BEGIN Information shown
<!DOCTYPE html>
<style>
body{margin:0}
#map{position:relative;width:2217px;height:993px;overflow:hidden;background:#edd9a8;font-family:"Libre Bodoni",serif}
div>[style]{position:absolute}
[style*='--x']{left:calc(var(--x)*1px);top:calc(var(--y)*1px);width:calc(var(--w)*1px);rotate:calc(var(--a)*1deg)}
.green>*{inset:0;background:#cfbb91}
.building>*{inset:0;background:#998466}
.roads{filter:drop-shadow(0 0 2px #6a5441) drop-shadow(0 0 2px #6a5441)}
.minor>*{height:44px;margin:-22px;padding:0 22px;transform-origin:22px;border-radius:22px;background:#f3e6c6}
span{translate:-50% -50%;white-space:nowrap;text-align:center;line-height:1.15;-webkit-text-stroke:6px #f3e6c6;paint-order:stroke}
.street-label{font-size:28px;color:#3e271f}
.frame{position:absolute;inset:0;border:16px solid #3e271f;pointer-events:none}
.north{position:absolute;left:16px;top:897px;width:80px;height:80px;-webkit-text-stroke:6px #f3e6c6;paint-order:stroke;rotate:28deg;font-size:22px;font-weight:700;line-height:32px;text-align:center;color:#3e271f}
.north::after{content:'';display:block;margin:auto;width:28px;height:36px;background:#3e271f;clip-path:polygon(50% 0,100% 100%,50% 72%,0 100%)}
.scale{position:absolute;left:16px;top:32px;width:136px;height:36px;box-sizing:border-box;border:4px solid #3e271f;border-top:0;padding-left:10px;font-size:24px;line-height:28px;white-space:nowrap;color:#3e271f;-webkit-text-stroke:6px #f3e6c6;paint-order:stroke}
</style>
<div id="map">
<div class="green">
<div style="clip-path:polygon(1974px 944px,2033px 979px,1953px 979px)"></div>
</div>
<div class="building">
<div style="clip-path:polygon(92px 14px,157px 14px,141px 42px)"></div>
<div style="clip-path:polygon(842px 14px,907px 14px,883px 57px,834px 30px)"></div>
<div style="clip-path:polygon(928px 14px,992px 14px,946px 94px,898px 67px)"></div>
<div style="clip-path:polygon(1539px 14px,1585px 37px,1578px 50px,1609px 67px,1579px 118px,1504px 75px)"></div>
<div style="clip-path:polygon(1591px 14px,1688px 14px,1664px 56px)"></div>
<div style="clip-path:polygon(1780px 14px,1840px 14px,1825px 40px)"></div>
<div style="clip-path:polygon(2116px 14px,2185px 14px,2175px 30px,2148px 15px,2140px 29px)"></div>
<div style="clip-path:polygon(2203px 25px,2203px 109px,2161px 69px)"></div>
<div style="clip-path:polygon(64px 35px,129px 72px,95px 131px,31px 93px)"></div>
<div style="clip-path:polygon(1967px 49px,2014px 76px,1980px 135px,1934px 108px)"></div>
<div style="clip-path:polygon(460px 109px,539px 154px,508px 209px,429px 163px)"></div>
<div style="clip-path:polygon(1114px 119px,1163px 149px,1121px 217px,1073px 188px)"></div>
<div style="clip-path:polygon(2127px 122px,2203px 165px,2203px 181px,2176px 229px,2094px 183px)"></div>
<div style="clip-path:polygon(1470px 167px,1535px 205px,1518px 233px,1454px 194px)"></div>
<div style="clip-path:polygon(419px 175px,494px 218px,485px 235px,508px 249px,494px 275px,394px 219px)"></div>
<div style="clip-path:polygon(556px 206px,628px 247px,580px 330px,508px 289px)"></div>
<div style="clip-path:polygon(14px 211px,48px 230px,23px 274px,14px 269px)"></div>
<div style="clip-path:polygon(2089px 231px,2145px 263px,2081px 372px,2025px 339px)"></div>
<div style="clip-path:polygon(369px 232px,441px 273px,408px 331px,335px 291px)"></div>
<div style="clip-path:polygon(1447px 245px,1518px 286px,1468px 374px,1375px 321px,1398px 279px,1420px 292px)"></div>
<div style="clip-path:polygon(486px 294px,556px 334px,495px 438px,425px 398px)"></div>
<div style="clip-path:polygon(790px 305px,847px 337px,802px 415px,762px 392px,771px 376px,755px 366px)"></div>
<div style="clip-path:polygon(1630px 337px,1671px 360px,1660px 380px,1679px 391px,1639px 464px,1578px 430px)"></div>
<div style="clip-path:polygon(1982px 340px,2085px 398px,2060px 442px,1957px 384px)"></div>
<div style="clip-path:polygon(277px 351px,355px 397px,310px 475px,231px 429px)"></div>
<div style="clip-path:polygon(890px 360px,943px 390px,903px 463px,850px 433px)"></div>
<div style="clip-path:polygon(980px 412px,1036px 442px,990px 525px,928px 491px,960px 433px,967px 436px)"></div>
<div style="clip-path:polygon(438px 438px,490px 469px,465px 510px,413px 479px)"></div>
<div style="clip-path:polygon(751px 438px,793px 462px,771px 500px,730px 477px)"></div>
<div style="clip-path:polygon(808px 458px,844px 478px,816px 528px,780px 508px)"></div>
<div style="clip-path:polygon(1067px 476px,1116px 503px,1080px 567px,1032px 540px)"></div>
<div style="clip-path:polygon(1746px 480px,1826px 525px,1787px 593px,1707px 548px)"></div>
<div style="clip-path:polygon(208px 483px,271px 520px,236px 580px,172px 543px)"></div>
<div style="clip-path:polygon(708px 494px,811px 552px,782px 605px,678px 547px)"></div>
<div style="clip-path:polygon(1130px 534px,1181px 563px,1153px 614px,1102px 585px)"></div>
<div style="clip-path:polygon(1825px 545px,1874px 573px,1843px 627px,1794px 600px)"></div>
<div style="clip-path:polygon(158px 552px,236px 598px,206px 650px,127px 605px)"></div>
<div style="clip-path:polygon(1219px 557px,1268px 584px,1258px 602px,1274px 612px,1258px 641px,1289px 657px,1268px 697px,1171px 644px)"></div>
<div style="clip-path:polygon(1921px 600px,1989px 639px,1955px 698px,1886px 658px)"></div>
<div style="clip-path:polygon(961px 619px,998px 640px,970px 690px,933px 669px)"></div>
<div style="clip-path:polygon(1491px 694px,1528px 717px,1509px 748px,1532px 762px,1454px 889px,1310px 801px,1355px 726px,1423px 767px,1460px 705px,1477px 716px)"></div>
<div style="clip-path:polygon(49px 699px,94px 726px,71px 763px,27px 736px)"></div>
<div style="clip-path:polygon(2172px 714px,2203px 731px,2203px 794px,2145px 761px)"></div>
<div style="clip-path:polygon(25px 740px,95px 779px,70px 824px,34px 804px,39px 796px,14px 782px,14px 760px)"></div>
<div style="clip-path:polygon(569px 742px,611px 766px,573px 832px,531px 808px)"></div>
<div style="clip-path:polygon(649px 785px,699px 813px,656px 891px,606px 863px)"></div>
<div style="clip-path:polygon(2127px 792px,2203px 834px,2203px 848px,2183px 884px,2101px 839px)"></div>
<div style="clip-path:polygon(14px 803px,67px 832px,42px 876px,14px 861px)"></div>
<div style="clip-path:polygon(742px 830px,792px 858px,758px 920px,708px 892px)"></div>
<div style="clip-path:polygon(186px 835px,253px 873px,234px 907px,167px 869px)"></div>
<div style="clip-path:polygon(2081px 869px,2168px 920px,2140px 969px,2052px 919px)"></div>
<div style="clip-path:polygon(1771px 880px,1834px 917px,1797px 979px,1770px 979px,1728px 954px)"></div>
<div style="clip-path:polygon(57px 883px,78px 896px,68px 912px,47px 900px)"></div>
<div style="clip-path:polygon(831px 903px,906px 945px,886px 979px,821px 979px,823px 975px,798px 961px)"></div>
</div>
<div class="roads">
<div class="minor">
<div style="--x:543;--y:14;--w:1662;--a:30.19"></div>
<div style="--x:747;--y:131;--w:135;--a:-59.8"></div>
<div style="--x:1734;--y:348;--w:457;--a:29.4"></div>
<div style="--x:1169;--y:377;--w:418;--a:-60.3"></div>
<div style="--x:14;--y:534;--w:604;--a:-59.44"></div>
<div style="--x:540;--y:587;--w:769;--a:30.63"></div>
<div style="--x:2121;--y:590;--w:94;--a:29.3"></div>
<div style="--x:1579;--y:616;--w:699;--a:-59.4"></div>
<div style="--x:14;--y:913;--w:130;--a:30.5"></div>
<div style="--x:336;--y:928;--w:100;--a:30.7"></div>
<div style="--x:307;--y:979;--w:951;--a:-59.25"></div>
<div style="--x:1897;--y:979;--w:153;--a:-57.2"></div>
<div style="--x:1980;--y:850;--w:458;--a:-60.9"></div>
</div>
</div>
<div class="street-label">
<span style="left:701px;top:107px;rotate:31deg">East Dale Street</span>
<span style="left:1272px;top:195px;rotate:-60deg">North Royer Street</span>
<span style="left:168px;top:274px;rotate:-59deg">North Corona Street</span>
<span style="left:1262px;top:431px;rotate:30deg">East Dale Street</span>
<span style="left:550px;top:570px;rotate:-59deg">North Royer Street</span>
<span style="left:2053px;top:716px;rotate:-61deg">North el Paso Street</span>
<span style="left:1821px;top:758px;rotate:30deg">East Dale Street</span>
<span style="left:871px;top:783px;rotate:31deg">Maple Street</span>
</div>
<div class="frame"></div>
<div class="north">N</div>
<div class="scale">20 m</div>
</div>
END Information shown
(Instructions to follow)
Output each line of the records above exactly, beginning at the first, and stop once the line containing "2px #6a5441) drop-shadow(0" has been output.

(Your response)
<!DOCTYPE html>
<style>
body{margin:0}
#map{position:relative;width:2217px;height:993px;overflow:hidden;background:#edd9a8;font-family:"Libre Bodoni",serif}
div>[style]{position:absolute}
[style*='--x']{left:calc(var(--x)*1px);top:calc(var(--y)*1px);width:calc(var(--w)*1px);rotate:calc(var(--a)*1deg)}
.green>*{inset:0;background:#cfbb91}
.building>*{inset:0;background:#998466}
.roads{filter:drop-shadow(0 0 2px #6a5441) drop-shadow(0 0 2px #6a5441)}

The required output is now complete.